We were very sad to learn that Washington State artist Dona Anderson had passed away on December 19, 2025 at age 97.

Anderson began studying and exhibiting art in the late 1960s. She studied with Everett Community College instructor Russell Day, who mentored such noted Northwest artists as Chuck Close and Dale Chihuly. Her reputation grew steadily beyond Washington. By the 2000s she had exhibited throughout the US and in Cheongju, Korea at the International Craft Biennial. Her large boat basket form, Crossing Over, traveled to Pennsylvania, New Jersey, and Michigan as part of the browngrotta arts’ exhibition Green from the Get Go: International Contemporary Basketmakers, curated with Jane Milosch.

Anderson was known for her her use of diverse materials, including recycled hockey sticks, surgical tubing, and dental molds.

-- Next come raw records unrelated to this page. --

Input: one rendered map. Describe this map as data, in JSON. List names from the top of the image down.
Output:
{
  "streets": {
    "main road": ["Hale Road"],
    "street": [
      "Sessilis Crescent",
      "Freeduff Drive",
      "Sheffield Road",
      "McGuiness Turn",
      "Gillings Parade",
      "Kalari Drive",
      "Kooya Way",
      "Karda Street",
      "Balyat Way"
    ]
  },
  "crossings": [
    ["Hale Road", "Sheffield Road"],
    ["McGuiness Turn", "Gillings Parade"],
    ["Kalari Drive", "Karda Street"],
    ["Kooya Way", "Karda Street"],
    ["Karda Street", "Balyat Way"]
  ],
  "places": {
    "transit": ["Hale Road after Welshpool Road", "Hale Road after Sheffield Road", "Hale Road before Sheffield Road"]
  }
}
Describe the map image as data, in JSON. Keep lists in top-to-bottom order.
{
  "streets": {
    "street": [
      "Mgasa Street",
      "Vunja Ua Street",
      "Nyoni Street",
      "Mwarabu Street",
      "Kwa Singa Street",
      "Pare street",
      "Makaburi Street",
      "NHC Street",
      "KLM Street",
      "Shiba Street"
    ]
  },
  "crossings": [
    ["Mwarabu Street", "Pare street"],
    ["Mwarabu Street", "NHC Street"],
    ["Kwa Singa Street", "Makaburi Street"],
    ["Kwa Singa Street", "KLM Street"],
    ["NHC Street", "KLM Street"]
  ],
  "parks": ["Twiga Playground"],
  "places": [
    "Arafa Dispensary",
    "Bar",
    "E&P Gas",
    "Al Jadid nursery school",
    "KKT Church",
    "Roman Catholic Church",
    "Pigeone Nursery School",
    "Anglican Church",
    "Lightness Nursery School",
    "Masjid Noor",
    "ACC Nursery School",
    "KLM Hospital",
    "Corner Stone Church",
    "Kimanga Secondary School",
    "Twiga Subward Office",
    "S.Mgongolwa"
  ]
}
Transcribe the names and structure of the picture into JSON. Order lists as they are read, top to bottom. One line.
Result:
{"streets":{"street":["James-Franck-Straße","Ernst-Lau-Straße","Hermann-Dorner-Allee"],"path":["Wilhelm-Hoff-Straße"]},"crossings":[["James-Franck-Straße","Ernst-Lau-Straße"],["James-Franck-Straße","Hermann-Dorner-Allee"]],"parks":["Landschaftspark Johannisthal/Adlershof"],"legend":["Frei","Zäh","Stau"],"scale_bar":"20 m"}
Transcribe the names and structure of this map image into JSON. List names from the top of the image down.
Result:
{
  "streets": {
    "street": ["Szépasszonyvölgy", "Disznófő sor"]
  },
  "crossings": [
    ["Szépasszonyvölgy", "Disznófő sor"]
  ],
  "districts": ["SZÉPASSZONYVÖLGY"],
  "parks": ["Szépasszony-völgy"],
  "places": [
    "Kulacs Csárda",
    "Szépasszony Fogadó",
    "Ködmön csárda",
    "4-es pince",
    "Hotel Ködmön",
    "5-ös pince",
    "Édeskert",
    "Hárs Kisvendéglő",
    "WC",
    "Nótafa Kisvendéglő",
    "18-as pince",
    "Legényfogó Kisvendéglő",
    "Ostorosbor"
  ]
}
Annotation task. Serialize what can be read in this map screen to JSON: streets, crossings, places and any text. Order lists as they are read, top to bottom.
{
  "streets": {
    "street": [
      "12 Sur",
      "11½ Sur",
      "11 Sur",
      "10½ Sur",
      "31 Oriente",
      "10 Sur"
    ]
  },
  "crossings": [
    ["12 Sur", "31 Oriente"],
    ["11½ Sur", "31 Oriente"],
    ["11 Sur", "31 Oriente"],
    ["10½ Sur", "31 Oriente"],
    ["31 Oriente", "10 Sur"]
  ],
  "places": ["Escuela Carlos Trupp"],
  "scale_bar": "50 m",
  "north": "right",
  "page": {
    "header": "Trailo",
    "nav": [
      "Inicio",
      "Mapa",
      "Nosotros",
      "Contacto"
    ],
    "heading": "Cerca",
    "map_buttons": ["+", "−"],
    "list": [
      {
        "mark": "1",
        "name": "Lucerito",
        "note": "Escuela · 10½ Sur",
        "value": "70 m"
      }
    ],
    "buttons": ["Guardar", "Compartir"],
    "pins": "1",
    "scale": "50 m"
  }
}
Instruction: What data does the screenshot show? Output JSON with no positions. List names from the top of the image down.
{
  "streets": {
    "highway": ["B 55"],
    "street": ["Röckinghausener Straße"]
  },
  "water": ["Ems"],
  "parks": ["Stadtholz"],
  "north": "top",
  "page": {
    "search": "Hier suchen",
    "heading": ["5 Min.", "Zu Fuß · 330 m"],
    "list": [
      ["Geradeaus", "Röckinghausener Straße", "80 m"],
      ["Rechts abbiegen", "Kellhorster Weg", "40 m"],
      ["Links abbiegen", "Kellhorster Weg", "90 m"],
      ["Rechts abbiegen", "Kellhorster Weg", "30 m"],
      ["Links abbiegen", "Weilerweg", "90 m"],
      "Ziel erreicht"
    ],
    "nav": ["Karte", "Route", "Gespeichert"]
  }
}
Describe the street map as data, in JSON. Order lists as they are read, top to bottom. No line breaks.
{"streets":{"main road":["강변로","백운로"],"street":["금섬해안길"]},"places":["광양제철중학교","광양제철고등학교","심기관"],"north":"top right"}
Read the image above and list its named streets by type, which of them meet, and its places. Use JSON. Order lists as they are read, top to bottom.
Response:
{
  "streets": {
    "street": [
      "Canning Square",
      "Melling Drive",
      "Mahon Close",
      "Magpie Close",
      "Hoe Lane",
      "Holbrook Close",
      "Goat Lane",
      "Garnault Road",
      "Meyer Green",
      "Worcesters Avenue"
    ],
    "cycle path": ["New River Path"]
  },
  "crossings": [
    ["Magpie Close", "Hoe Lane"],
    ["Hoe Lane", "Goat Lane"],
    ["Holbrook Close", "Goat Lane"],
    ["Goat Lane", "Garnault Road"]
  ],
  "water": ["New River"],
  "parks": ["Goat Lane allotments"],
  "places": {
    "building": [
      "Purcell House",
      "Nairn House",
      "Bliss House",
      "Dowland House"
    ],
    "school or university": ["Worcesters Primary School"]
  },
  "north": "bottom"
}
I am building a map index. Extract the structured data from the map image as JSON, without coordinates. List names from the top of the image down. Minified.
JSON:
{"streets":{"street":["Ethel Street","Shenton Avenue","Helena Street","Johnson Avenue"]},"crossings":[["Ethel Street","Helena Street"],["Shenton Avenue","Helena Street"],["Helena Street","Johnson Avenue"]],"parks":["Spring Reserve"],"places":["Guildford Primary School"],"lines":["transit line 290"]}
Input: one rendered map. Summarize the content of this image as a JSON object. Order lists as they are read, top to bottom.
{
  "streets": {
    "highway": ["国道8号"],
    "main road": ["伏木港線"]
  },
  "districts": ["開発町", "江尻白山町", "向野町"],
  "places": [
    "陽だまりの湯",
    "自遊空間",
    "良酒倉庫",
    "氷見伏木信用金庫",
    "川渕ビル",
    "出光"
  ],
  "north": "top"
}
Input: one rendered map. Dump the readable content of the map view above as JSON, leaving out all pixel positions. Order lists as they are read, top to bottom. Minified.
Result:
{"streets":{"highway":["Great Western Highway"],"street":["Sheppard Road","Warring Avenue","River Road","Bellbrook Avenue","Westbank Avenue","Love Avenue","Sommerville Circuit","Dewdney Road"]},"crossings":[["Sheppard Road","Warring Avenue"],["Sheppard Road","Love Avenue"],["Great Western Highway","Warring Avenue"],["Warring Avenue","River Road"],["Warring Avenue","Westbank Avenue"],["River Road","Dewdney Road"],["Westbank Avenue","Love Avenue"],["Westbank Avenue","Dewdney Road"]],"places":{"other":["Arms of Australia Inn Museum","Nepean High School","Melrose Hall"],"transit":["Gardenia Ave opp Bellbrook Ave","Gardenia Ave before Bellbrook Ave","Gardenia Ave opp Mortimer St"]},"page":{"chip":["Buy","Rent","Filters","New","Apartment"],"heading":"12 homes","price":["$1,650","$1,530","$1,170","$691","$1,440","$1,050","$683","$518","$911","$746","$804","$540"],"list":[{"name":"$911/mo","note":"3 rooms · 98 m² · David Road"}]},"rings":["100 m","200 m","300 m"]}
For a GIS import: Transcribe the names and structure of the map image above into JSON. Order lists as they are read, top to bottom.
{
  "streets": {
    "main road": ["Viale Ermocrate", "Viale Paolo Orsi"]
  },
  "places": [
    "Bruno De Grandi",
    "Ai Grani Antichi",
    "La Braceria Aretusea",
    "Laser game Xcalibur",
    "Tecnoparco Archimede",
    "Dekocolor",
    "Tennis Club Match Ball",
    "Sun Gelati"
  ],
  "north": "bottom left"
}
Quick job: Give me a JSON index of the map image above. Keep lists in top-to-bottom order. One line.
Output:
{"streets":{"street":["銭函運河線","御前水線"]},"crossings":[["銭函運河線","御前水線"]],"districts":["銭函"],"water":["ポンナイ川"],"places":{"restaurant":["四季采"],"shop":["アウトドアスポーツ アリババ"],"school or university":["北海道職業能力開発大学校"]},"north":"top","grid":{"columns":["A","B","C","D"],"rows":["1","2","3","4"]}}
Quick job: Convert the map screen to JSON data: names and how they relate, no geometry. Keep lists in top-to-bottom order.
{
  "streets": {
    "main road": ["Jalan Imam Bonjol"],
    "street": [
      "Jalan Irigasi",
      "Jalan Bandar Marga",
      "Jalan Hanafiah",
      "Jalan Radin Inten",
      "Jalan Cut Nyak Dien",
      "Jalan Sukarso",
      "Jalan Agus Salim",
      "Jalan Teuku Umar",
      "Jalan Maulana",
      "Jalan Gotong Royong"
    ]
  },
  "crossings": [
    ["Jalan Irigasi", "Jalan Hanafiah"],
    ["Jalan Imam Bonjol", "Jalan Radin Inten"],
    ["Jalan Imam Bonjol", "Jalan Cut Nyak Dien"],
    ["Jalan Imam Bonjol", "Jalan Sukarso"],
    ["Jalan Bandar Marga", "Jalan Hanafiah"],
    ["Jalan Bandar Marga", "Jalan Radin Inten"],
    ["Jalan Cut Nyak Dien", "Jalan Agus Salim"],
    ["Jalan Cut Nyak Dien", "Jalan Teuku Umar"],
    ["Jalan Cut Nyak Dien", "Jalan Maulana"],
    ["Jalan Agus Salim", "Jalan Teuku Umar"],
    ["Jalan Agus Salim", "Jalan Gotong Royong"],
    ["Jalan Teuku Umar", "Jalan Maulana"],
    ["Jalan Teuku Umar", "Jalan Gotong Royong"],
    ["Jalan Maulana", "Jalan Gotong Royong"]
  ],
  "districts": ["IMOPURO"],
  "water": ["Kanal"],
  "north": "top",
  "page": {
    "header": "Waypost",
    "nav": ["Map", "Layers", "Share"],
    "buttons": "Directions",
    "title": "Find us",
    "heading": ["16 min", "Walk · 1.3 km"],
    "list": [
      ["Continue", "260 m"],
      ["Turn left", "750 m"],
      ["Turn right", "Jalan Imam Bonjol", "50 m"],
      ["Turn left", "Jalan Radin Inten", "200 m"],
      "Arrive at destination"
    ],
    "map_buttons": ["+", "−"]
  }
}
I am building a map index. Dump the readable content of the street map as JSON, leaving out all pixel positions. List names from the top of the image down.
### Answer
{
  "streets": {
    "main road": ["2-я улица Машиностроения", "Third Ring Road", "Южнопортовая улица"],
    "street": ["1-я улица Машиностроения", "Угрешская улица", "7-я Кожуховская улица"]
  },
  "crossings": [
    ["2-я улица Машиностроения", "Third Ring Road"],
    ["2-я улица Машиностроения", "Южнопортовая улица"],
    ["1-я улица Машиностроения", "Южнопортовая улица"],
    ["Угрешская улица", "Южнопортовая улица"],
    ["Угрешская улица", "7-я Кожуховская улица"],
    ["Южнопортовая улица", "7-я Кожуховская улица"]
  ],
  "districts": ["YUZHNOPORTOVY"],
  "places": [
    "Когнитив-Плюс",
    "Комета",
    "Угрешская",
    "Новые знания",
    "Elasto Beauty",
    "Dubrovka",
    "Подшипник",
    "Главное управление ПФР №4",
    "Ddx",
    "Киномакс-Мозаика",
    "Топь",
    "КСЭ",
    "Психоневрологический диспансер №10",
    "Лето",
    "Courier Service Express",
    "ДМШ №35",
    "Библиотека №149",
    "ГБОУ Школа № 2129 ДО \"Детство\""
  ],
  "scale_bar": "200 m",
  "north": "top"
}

When she was selected as Snohomish County Artist of the Year in 2003, the Snohomish County Times , reported that Anderson had shopped at the Boeing surplus store in Renton, Washington, buying the same material used on the skins of 747s and driving over the stuff to flatten it to create art material. She fashioned bras out of automobile parts and immersed girdles in pink artist cement. (“Late Bloomer is local Artist of the Year,’ Diane Wright, Times Snohomish County bureau, February 26, 2003.) “I love the touch of the materials whether they are paper, reeds, cement or metal,” she said, “shaping them into an image that satisfies me.” Her ideas or inspiration came from the routine of life, everyday things that surrounded her — her house, friends, architecture, even television.

“In the mid-1980s when I was working with fiber,” Anderson told The Seattle Times in 2009, “I took a class in basketry at Wallingford’s Factory of Visual Arts. There we used raffia and did traditional coiling. As time went by, my work become more and more complicated.” She preferred to call her works “structures” rather than baskets.

A significant body of Anderson’s work involved the use of sewing patterns. “In 1988, I began using round reeds, and sewing them together to create architectural and more experimental forms,” she told The Seattle Times. “I started covering the reeds with pattern paper,…The black lines on the paper created interesting surface designs after I sewed the reeds into the desired shapes.”

For browngrotta arts’ 2011 exhibition, Stimulus: art and its inception, she turned a tire chain into a basket. ‘Walking through my neighborhood everyday,” she told us. ‘I took care to find that special something that appealed to my imagination. When I saw a rusty piece of metal wire tweaking out from a pile of dirt, my heart soared with possibilities. No one even knew what it had been until I cleaned it—a tire chain I turned into a basket.”
Anderson and her husband, Bob, were also significant promoters of the arts in their area, seeding an endowment for the visual arts among other supports. As an artist and advocate, she will be missed.